Rumnik Cheema, a Multicultural Student Services mentor, said his roommate told him to stay away from him when speaking his native language on the phone. Cheema said he felt so uncomfortable in his own room that he spent much of the semester sleeping on a friend’s floor. He said his resident advisor did not do enough in reaction to the situation because he was ill-equipped to address racial discrimination.

“[More training] won’t solve the problem,” Emeka said, “but it starts an important discussion before hate manifests.”

The students were also concerned that there was a lack of support for Critical Culture, Gender and Race Studies, multicultural resource centers and faculty and staff of color.

“It’s disheartening because the campus claims to be diverse but [students] end up being each other’s counselors,” Vice President of Black Men Making a Difference, Orion Welch, said of the amount of university employees of color.

Welch said the lack of professors from minority backgrounds leaves students of color to speak up on a broad scale of issues when they are brought up in class.

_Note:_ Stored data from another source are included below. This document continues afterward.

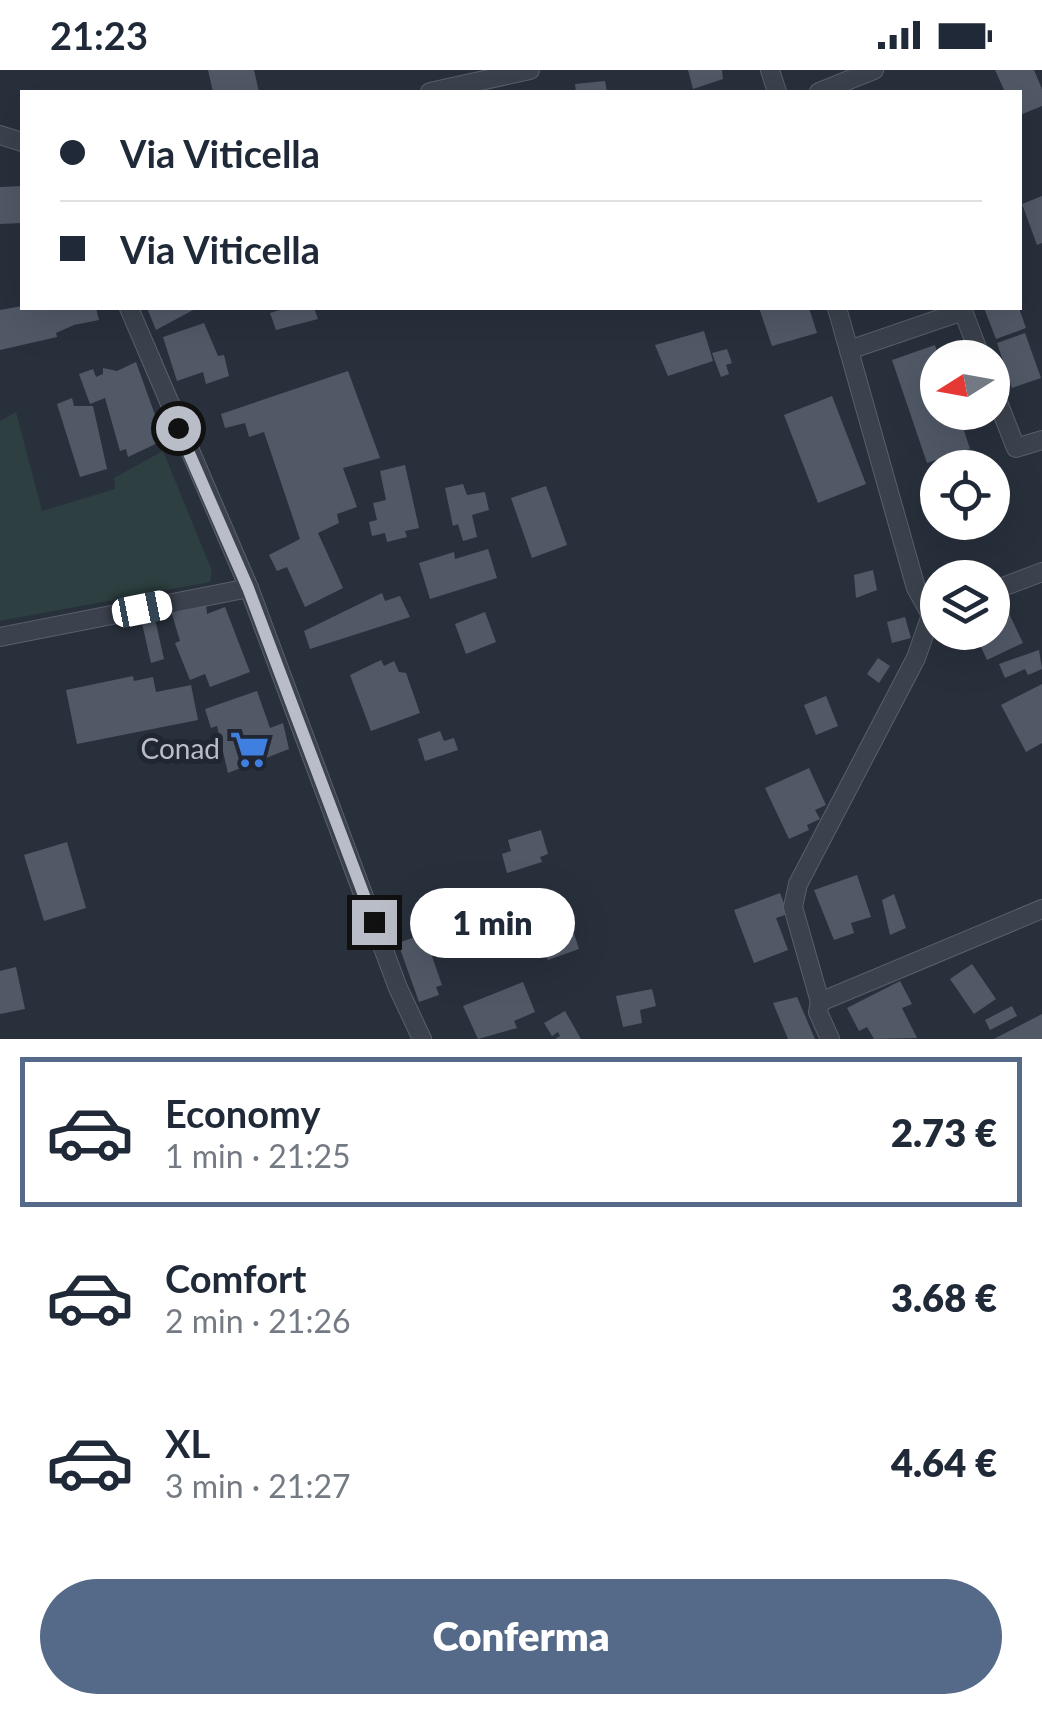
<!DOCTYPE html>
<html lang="it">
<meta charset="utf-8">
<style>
body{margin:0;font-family:Lato,sans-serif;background:#f2f2f3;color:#1f2937;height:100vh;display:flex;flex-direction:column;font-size:38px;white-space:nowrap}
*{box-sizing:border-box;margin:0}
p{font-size:32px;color:#747a83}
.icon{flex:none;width:55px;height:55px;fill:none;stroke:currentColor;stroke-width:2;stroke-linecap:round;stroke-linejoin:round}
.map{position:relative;height:969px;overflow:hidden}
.sheet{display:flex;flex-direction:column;background:#fff;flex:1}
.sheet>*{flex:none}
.guide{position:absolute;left:20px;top:20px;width:1002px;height:220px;border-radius:0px;box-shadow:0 10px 40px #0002;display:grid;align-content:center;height:220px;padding:0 40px;background:#fff}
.needle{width:65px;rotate:259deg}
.buttons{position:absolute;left:920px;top:270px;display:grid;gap:20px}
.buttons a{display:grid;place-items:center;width:90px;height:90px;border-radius:50%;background:#fff;box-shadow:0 10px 40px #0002;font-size:50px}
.end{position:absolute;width:45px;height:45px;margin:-22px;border:12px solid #b8bdc8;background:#111;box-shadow:0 0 0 5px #111}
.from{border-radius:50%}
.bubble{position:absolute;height:70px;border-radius:35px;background:#fff;box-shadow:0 10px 40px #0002;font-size:32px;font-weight:800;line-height:70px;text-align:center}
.car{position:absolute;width:30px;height:60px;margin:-30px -15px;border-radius:12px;box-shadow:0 0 8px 2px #0007;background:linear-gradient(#fff 24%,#345 0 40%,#fff 0 76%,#345 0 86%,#fff 0)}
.guide b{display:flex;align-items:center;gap:35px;height:95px;font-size:38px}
.guide b+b{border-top:2px solid #e0e1e3}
.guide i{width:25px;height:25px;background:#1f2937}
ul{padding:18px 0 0;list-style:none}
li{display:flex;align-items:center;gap:30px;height:150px;margin:0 20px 15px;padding:0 20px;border:5px solid transparent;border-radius:0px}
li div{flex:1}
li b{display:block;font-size:38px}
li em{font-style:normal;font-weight:800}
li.selected{border-color:#556988}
li>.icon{width:90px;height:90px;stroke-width:1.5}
.action{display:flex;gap:20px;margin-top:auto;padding:20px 40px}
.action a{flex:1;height:115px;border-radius:60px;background:#556988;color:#fff;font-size:40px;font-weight:800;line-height:115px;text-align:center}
.status{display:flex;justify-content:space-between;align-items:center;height:70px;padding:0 50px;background:#fff;direction:ltr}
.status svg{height:28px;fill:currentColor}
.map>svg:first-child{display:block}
.green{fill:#2d3f40}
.building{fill:#515967}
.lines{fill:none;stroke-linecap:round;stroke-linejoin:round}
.minor-casing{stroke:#59606b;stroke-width:20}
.minor{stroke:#3b424d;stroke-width:18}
.route{stroke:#b8bdc8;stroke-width:12}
.labels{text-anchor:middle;stroke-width:10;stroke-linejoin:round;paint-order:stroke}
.poi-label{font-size:28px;fill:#b8bdc8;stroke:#202732;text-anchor:end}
</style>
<div class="status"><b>21:23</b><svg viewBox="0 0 49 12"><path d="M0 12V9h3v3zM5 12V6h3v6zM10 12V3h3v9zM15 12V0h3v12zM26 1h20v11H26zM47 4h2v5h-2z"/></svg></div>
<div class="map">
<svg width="1042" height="969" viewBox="0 0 1042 969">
<rect width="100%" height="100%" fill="#28303c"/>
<path class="green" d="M 16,342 L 42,441 L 115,419 L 114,408 L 163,381 L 212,501 L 210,512 L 0,551 L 0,351 Z"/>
<g class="building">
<path d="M 208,0 L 254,0 L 259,22 L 213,22 Z"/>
<path d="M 688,0 L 722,0 L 723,9 L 693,19 Z"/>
<path d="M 995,0 L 1034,0 L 1042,19 L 1042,36 L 1020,45 L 1020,22 L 1005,22 Z"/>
<path d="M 605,11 L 607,22 L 576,22 L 575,14 Z"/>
<path d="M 22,116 L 22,153 L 0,154 L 0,117 Z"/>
<path d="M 1042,126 L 1042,173 L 1037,175 L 1022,134 Z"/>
<path d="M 22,236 L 96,238 L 99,250 L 74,255 L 56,263 L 57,267 L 0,280 L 0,240 Z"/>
<path d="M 147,238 L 197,238 L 156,260 Z"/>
<path d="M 286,238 L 314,238 L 318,249 L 276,260 L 270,243 Z"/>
<path d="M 759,238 L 809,238 L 817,263 L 772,276 Z"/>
<path d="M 984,238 L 1019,238 L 1026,258 L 996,269 Z"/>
<path d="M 204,253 L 218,286 L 224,285 L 229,306 L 206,314 L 203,302 L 177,311 L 163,267 Z"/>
<path d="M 704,261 L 713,291 L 668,306 L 655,275 Z"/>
<path d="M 1025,263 L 1041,308 L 1012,318 L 997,273 Z"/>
<path d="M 935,275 L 939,288 L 938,342 L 958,342 L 970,379 L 927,393 L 892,290 Z"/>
<path d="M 727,279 L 732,293 L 726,295 L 729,304 L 721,307 L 712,283 Z"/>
<path d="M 136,292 L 164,370 L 128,387 L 126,379 L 120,381 L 105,328 L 90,334 L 79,304 L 93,299 L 96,307 L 103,304 L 103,298 L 117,301 Z"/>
<path d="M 348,301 L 380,388 L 343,398 L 357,437 L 337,444 L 339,453 L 318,463 L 343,518 L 305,537 L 287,497 L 277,501 L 269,485 L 300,469 L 264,362 L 249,367 L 245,353 L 225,358 L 221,344 Z"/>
<path d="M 832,326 L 866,414 L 818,433 L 784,345 Z"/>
<path d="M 72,328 L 74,336 L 93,336 L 107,399 L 80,407 L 57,334 Z"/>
<path d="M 405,395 L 419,458 L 405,461 L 407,467 L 387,472 L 385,463 L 372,466 L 369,452 L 377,450 L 373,433 L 386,430 L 380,401 Z"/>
<path d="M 463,414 L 467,425 L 485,422 L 489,440 L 472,445 L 477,467 L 463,471 L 458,454 L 453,456 L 445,418 Z"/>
<path d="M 546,416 L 567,475 L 532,488 L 511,428 Z"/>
<path d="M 488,479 L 497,508 L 430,529 L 419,493 L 454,482 L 455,489 Z"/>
<path d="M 873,500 L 877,520 L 856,528 L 854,505 Z"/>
<path d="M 382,523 L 385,531 L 400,526 L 410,547 L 310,579 L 304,561 Z"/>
<path d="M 206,534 L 207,544 L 225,537 L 250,602 L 210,617 L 205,604 L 190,610 L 175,573 L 180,571 L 171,541 Z"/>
<path d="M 1005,535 L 1023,573 L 987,590 L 974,562 L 992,562 L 992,541 Z"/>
<path d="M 485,542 L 496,572 L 466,584 L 455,554 Z"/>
<path d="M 905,547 L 911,568 L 892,573 L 887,552 Z"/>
<path d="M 155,549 L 164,589 L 151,593 L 142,553 Z"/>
<path d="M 1039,580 L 1042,599 L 1028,605 L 1025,599 L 1005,608 L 999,594 Z"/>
<path d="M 878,588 L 890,596 L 879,613 L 867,604 Z"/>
<path d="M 381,590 L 384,596 L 394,591 L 399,602 L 406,603 L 420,643 L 371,661 L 350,605 Z"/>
<path d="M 133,606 L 134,611 L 153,607 L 156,622 L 191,615 L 198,650 L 77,674 L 66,620 Z"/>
<path d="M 1042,614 L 1042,673 L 1026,682 L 1001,635 Z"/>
<path d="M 257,621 L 270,658 L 283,653 L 289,679 L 228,703 L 217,656 L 211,658 L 205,639 Z"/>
<path d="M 826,626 L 838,656 L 816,665 L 804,635 Z"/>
<path d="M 440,661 L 444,671 L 454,668 L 458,680 L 425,691 L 418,669 Z"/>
<path d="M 809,698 L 826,735 L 815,740 L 820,749 L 807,755 L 809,760 L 789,769 L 765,718 Z"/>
<path d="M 541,760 L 548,784 L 540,787 L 542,792 L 507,803 L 502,784 L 511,781 L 508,770 Z"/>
<path d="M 67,772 L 86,838 L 44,851 L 24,785 Z"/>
<path d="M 857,805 L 871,847 L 851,853 L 854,863 L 834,870 L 814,820 Z"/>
<path d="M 780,823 L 788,844 L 776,848 L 788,880 L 754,893 L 734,840 Z"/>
<path d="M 894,824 L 906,858 L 890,865 L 882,830 Z"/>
<path d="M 569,848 L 579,879 L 548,890 L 543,876 L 534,879 L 528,863 Z"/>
<path d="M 418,866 L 421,874 L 427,872 L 442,915 L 436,917 L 439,925 L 419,932 L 398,873 Z"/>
<path d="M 972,894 L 996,929 L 974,944 L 950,909 Z"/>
<path d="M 16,897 L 25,939 L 0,944 L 0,901 Z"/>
<path d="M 900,911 L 912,934 L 902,938 L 917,968 L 874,969 L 867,957 L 859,961 L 847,938 Z"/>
<path d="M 523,912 L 535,942 L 514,951 L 517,958 L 478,969 L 463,936 Z"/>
<path d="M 652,919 L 656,936 L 640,940 L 642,953 L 623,957 L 616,926 Z"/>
<path d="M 797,927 L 815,969 L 788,969 L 773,933 Z"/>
<path d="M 1012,936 L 1017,946 L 990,960 L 985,950 Z"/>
<path d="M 565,941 L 581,969 L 555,969 L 560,966 L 558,962 L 552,966 L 544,953 Z"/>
<path d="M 1042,944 L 1042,969 L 994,969 Z"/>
</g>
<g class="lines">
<defs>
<g id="minor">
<path d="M 770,0 L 777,22"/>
<path d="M 430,22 L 530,0"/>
<path d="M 819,22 L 874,0"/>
<path d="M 0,65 L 22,72"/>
<path d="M 129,238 L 249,518 L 398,918 L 422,969"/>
<path d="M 837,238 L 916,518 L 931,545"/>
<path d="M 849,280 L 963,241 L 981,288"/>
<path d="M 992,317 L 1016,378 L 1042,370"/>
<path d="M 992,521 L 1042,502"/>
<path d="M 938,542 L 931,545 L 916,588 L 798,814 L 793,837 L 820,932 L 1042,839"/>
<path d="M 0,567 L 249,518"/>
<path d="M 820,932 L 818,942 L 830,969"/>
</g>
</defs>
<use href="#minor" class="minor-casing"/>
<use href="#minor" class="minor"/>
</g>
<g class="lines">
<path class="route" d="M 178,358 L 248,518 L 374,852"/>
</g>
<defs>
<symbol id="supermarket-bare" viewBox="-9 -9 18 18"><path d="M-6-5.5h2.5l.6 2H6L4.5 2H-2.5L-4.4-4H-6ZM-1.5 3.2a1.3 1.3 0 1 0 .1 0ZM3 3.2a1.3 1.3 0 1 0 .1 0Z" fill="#3f7fe0" stroke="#202732" stroke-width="2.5" paint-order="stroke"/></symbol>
</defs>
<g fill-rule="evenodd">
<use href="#supermarket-bare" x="222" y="652" width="55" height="55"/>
</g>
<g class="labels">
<g class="poi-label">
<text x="220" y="689">Conad</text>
</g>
</g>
</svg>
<div class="buttons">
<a><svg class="needle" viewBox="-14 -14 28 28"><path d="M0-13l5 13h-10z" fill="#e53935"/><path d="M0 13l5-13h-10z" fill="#747a83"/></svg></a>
<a><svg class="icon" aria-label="locate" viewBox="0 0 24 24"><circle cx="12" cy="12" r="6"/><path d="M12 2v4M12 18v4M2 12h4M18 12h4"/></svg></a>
<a><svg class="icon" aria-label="layers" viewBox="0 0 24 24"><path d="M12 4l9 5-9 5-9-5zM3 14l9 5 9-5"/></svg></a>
</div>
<i class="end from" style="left:178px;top:358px"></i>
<i class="end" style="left:374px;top:852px"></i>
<div class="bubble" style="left:410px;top:818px;width:165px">1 min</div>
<i class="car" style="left:142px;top:539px;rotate:79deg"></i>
<div class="guide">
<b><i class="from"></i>Via Viticella</b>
<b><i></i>Via Viticella</b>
</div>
</div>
<section class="sheet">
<ul>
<li class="selected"><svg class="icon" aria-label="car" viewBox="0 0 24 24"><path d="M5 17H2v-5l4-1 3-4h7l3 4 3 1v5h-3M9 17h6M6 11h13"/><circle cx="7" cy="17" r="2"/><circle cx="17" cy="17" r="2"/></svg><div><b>Economy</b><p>1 min · 21:25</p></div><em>2.73 €</em></li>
<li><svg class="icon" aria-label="car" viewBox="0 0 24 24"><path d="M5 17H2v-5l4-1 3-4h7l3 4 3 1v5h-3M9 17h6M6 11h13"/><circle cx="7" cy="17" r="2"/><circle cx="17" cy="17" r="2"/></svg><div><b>Comfort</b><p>2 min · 21:26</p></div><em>3.68 €</em></li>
<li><svg class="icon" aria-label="car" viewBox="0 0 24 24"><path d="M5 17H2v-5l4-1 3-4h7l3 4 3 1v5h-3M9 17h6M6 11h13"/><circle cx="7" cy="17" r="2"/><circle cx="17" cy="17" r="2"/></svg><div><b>XL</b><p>3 min · 21:27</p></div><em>4.64 €</em></li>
</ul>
<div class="action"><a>Conferma</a></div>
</section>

He also asked for classes to address race and gender issues more in-depth.

“Right now,” he said, “they are skipped over and thought of as unimportant.”

Multiple other students around the table agreed, saying the university fails to take racial issues and multicultural resource centers seriously.

In response, Schulz said he would make a list of all the resource centers to make sure none are negatively-impacted.

The group’s final point of discussion was on gender inclusivity and free menstrual products in bathrooms.

Brandon Townsend, secretary of Gender and Sexuality Alliance, said the gender-inclusive bathrooms in the CUB and the Chinook Student Center were not enough for students who need them all around campus.

“[Some students] have to spend a lot of time searching for a bathroom,” Townsend said.

Menstrual products should be provided in all bathrooms, they said, because students across the gender spectrum struggle to afford them.

“I appreciate the dialogue and I think the things you propose are reasonable,” Schulz said of the whole meeting.

Toward the end of the meeting, Board of Regents vice Chair Ron Sims praised Schulz for hearing the students concerns. He reminisced about his own stint of student activism when he was an undergraduate.

“We led an effort to close the university down over black students’ demands,” Sims said. “I felt just like you did, exactly like you did.”

He said he had never seen such willingness to address student concerns from a university president like he had from Schulz.

Schulz closed the meeting by saying he planned to sit down with the group of students again late next week with more concrete courses of action to address their concerns.

Some of the student leaders and administration officials expressed optimism on the way out of the conference room on the fourth floor of Lighty.

“I am hopeful change will be made,” Emeka said. “The time is now.”